La confusion n'est guère possible avec les vins de la Champagne française, cela en raison de l'importante différence de prix qui sépare le « champagne » du « pétillant de raisins ». Où l'on invoque, en revanche, un véritable risque de confusion, c'est entre le vin mousseux fabriqué en Allemagne et le« pétillant de raisins », les prix de ces produits étant beaucoup plus proches les uns des autres. Il existe toutefois ici une autre distinction importante entre ces deux produits, distinction clairement indiquée sur les bouteilles produites devant la Cour. Il est précisé sur ces dernières que la teneur maximale en alcool du « pétillant de raisins » est de 3 %; or, il est bien connu que le titre alcoométrique des vins mousseux est plus élevé et que, conformément à l'article 11 du règlement (CEE) n° 358/79 du Conseil, il ne doit pas, normalement, être inférieur à 9,5 %.

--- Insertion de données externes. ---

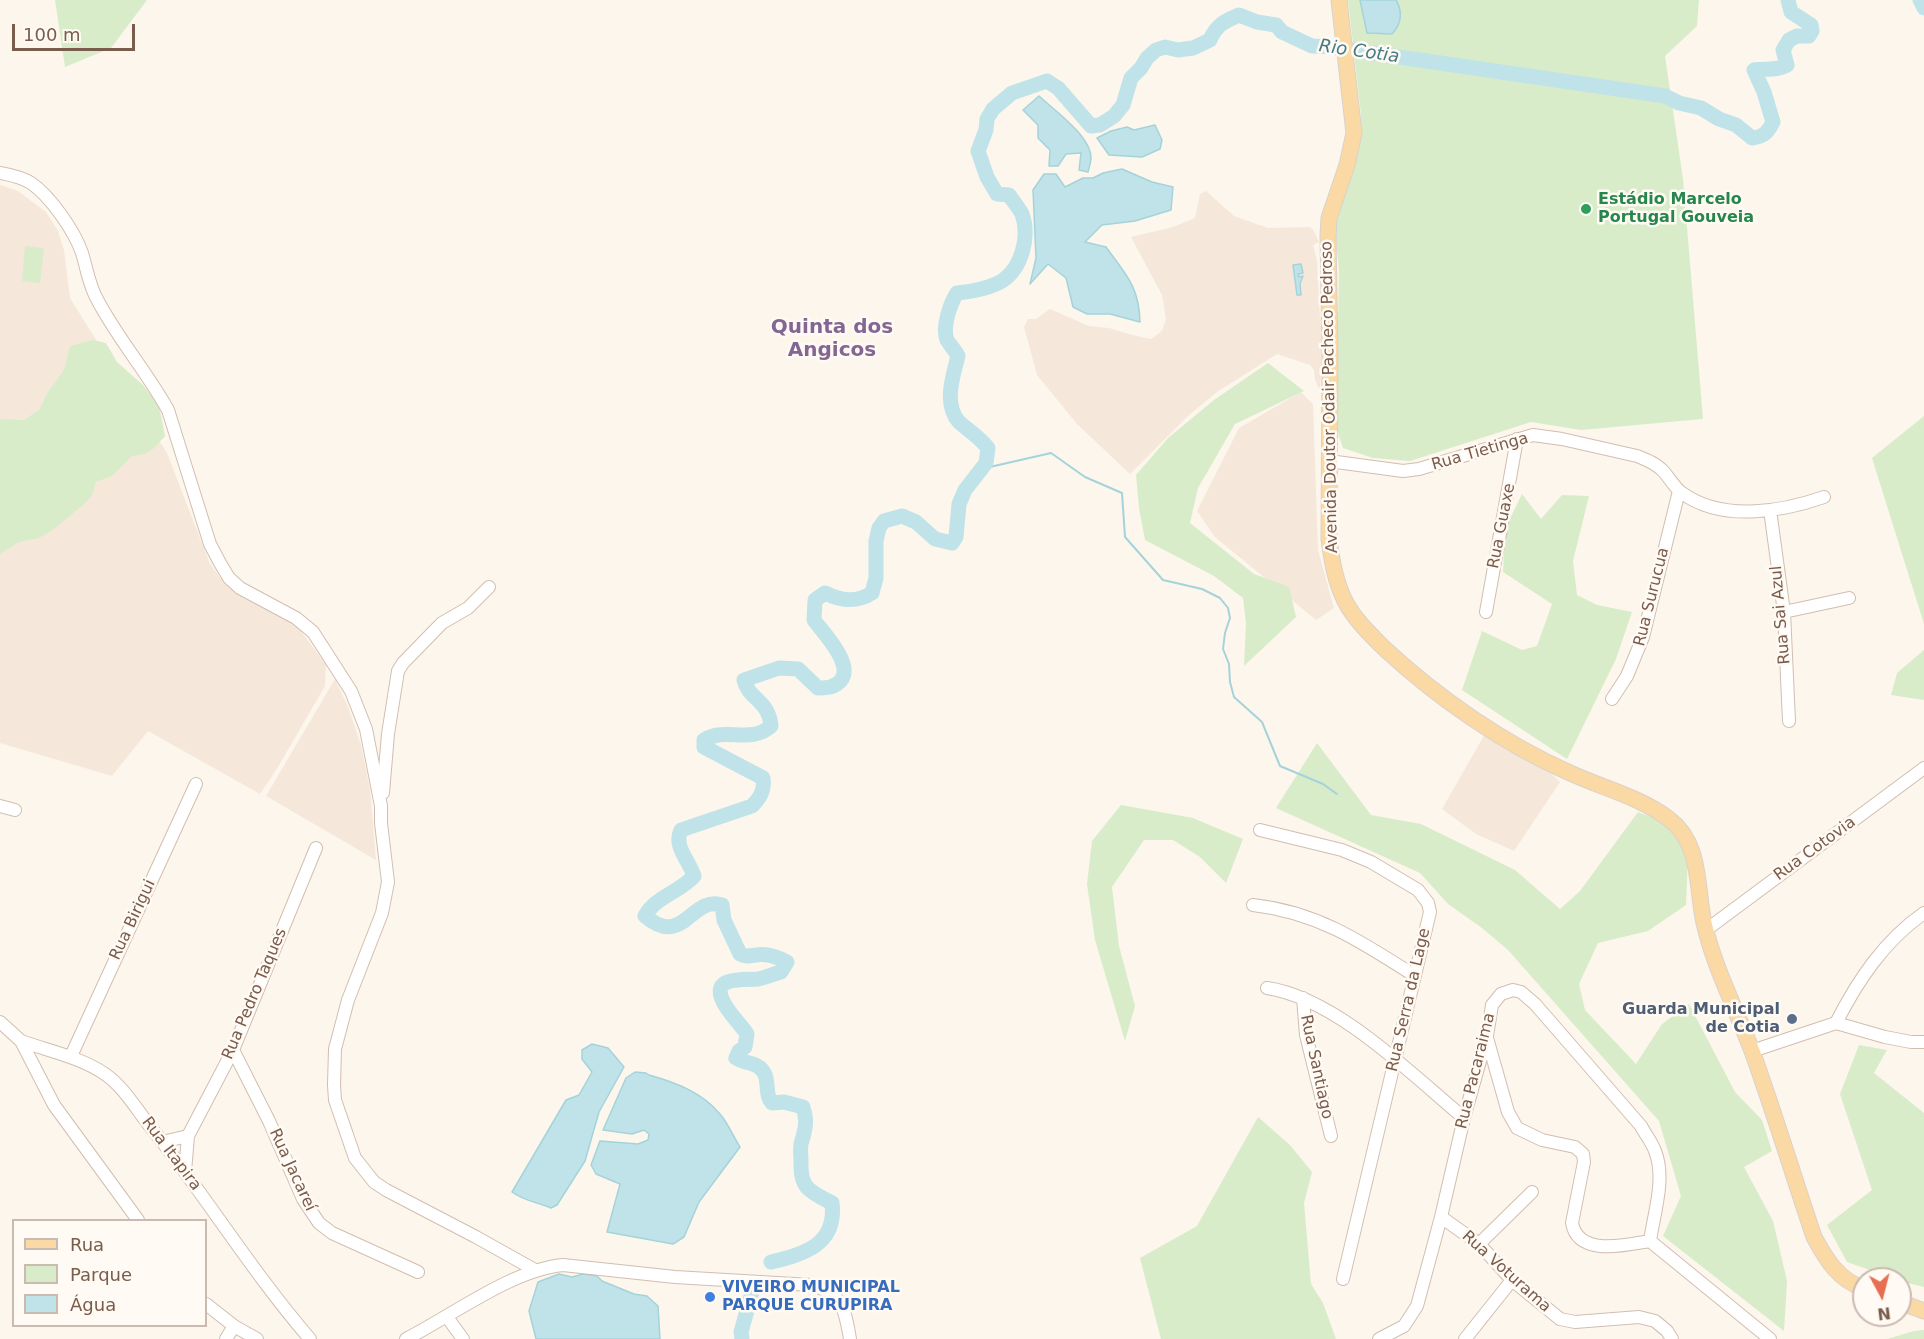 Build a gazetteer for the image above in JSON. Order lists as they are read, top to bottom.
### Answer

En outre, nous ne voyons aucune raison valable de considérer qu'une indication suffisante sur l'étiquette ne montrerait pas de manière tout à fait claire à l'acheteur potentiel que ce qu'on lui présente n'est pas du vin mousseux, mais un autre produit. Il est évident que le libellé d'une telle étiquette doit être conforme à l'article 43, paragraphe 1, du règlement (CEE) n° 355/79 ainsi qu'aux articles 22 et 23 du même règlement. Si tel est le cas et si ce libellé indique clairement ce que contient la bouteille, nous estimons que cela est suffisant; pour éviter les confusions ou la concurrence déloyale, il n'est pas nécessaire que l'association de ce produit, de cette bouteille et de ce bouchon soit totalement interdite. Une telle exigence est disproportionnée. Le fait qu'il existe des dispositions communautaires et internationales sur l'étiquetage et la présentation ne justifie pas, comme on semble le suggérer, la position de l'Allemagne. Ces dispositions indiquent simplement, au contraire, que ce qui est réalisé au moyen de la présentation et de l'étiquetage doit être suffisant. C'est une question de fait, qui dépend du cas considéré. Même avec ce type de bouteille et de bouchon, il est parfaitement impossible, à notre avis, d'affirmer qu'un étiquetage adéquat ne peut jamais être suffisant.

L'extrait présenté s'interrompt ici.